Requirement – Say how many of the lines below include the word "stream", and write nothing else.

Record excerpts –
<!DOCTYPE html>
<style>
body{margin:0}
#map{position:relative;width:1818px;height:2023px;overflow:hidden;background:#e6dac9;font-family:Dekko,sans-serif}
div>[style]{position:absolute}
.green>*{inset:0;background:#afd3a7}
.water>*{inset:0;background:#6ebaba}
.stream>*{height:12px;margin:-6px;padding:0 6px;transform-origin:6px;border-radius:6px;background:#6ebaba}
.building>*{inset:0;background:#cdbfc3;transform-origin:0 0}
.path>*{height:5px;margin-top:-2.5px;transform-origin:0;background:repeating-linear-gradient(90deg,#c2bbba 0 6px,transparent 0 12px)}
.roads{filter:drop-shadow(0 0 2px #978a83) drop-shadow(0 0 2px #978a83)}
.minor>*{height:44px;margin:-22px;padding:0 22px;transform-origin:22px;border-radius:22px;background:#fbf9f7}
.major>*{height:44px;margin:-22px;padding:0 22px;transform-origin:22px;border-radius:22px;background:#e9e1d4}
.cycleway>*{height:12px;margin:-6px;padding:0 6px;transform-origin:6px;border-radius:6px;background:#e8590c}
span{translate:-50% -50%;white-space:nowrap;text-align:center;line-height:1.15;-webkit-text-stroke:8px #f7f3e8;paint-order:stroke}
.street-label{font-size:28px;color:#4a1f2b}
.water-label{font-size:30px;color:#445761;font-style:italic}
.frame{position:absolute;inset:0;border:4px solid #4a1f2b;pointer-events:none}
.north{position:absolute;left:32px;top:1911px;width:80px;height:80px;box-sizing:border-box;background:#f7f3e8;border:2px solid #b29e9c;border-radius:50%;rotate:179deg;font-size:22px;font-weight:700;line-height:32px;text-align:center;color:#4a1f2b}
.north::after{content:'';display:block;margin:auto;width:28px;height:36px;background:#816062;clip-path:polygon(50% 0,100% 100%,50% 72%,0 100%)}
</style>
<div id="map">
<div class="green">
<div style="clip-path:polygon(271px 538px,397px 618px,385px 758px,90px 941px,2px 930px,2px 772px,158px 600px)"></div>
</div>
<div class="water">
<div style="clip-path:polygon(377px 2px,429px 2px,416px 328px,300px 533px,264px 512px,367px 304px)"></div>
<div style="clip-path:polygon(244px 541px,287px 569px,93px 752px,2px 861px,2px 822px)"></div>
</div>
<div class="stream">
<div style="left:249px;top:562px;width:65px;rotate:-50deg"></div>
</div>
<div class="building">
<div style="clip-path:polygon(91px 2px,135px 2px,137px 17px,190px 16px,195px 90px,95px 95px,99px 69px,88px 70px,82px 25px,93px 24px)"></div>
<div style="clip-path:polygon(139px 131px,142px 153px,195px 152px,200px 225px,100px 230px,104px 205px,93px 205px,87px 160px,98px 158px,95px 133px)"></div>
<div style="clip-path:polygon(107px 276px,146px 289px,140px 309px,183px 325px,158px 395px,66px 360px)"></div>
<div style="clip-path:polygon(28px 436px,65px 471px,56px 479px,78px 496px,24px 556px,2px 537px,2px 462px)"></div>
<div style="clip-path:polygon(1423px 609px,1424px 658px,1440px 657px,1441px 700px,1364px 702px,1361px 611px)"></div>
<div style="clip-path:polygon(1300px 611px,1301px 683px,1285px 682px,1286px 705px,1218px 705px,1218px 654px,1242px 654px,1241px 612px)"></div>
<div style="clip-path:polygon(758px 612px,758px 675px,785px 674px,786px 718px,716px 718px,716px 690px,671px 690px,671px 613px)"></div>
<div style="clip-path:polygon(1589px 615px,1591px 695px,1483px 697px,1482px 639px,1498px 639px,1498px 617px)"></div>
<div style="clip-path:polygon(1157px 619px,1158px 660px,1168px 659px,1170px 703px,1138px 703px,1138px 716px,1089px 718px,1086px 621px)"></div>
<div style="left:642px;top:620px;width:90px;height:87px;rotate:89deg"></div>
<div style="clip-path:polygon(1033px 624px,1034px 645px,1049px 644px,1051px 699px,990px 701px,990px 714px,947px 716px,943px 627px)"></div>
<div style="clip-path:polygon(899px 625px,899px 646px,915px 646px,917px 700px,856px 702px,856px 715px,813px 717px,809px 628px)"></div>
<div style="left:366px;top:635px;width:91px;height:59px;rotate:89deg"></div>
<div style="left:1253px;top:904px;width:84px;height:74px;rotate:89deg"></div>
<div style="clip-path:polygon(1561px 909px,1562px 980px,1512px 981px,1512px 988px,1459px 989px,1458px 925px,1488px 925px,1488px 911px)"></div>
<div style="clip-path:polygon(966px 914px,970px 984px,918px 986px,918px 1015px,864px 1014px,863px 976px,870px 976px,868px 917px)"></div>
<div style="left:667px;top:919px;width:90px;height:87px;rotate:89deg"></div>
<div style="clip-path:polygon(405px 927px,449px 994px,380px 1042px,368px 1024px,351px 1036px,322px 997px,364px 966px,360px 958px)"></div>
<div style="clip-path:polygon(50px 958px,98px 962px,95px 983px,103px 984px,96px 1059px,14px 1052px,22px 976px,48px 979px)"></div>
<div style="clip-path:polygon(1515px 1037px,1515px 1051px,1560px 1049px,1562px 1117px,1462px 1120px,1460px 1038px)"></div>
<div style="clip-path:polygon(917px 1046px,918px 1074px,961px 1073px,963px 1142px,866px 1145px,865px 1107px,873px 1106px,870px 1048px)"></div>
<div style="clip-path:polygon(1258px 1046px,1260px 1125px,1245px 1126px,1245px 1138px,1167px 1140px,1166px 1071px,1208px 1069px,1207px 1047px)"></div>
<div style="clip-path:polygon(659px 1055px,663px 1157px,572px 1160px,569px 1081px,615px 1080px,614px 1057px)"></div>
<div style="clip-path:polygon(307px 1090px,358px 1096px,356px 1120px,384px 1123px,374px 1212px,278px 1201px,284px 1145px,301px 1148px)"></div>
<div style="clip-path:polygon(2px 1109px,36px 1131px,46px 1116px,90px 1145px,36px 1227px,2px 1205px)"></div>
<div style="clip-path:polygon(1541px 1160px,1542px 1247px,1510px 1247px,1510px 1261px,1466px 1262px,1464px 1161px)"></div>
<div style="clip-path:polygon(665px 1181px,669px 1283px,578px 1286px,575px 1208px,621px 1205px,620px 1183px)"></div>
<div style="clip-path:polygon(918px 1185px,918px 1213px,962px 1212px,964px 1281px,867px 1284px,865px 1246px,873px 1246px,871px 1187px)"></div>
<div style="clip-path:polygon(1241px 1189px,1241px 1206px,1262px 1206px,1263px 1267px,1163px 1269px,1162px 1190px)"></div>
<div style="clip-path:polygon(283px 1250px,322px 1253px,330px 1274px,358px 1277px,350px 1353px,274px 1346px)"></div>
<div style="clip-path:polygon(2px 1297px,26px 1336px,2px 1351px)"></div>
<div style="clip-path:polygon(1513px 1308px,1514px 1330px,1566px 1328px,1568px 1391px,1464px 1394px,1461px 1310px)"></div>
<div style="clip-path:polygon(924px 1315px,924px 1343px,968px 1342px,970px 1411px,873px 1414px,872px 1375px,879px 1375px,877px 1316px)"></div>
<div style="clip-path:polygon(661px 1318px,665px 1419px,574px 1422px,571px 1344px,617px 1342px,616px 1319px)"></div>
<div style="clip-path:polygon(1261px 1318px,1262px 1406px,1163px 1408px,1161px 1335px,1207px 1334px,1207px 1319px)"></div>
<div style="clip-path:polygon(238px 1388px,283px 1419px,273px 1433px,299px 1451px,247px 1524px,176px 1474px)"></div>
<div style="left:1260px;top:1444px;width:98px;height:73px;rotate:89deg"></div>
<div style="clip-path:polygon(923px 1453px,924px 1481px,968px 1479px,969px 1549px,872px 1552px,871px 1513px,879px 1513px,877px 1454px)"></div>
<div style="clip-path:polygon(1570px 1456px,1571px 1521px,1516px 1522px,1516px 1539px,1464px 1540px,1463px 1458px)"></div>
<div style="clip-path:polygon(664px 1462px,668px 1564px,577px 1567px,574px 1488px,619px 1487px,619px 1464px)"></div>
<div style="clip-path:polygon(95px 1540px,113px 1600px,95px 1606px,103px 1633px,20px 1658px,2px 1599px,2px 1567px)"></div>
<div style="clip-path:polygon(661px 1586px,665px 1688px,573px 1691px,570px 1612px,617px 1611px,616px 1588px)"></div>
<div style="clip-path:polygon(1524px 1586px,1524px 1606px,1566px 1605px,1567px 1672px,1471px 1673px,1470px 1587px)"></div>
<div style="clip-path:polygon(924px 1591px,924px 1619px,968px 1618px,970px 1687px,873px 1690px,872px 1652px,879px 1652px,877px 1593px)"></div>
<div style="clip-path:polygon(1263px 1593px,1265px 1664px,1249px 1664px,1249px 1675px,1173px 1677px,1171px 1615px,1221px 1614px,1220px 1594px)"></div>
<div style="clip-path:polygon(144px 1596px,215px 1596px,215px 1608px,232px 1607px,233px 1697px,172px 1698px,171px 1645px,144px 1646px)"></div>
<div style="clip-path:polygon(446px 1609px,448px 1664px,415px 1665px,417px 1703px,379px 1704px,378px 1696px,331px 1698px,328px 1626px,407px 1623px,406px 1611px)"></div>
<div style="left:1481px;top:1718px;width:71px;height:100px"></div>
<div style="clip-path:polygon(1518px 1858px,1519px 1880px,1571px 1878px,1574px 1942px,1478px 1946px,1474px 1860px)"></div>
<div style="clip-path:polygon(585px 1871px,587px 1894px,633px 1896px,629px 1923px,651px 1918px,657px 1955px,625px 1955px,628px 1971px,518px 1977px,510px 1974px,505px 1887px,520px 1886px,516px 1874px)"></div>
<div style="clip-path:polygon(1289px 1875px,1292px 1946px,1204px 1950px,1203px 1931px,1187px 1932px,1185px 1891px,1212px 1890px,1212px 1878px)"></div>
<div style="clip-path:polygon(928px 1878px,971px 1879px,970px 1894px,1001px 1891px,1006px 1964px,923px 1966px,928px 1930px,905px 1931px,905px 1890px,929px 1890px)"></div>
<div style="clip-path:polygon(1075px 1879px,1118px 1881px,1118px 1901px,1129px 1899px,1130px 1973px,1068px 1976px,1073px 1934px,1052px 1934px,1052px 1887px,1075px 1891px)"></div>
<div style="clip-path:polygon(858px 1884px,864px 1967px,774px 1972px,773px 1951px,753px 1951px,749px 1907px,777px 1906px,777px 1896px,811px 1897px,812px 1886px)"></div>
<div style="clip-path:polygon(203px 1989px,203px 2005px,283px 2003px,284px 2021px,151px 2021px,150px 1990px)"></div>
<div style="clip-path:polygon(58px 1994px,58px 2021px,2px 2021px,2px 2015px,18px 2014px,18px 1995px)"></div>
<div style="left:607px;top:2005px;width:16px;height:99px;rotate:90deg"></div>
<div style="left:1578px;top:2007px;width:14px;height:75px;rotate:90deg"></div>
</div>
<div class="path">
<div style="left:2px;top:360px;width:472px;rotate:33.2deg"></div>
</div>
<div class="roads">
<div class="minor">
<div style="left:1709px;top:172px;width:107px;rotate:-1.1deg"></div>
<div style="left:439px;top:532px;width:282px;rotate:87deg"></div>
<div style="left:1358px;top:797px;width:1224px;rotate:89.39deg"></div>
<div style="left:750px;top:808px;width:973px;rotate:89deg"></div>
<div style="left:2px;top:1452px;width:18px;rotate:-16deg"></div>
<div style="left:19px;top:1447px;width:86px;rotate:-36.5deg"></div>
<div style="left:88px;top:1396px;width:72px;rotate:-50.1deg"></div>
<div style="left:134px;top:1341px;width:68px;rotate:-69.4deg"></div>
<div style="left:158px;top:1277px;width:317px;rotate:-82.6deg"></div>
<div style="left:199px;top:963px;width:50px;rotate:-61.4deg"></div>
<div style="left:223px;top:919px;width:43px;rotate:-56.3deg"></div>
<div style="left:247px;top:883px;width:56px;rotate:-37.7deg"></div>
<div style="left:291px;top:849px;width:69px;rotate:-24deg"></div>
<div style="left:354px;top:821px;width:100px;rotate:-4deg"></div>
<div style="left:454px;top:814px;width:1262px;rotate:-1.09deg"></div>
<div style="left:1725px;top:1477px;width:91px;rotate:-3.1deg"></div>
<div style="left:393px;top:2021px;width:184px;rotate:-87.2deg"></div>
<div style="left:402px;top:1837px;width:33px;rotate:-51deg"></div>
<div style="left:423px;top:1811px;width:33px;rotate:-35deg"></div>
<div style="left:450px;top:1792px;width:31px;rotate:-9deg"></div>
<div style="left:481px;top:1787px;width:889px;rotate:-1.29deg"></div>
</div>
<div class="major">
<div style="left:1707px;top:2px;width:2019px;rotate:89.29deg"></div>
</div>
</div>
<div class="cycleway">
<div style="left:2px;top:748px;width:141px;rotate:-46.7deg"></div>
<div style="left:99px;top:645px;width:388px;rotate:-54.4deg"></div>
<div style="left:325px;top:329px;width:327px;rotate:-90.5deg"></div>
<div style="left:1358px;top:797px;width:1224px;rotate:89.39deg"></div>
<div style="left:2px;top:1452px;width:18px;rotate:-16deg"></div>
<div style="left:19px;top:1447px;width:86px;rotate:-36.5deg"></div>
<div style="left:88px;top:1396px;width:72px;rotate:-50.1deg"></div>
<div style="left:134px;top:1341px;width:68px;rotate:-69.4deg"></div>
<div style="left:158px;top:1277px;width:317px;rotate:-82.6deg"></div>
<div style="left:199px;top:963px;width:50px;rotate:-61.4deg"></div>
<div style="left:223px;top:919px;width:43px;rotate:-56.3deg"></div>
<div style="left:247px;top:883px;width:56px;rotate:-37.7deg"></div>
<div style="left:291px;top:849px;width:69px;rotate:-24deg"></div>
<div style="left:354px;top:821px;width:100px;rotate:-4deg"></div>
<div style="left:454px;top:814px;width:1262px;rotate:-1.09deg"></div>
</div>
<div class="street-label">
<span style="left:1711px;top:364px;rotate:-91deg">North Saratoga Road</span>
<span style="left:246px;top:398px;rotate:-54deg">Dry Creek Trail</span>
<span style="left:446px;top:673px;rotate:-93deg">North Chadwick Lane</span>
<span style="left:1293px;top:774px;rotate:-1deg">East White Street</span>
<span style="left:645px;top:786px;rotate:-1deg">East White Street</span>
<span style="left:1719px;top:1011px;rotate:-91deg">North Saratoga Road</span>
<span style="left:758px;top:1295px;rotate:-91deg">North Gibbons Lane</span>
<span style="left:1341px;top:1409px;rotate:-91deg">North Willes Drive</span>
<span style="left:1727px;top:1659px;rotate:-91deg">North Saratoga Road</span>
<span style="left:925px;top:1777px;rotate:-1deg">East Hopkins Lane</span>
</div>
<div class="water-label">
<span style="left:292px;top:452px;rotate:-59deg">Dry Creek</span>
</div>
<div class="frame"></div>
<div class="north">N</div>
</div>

Response area – 2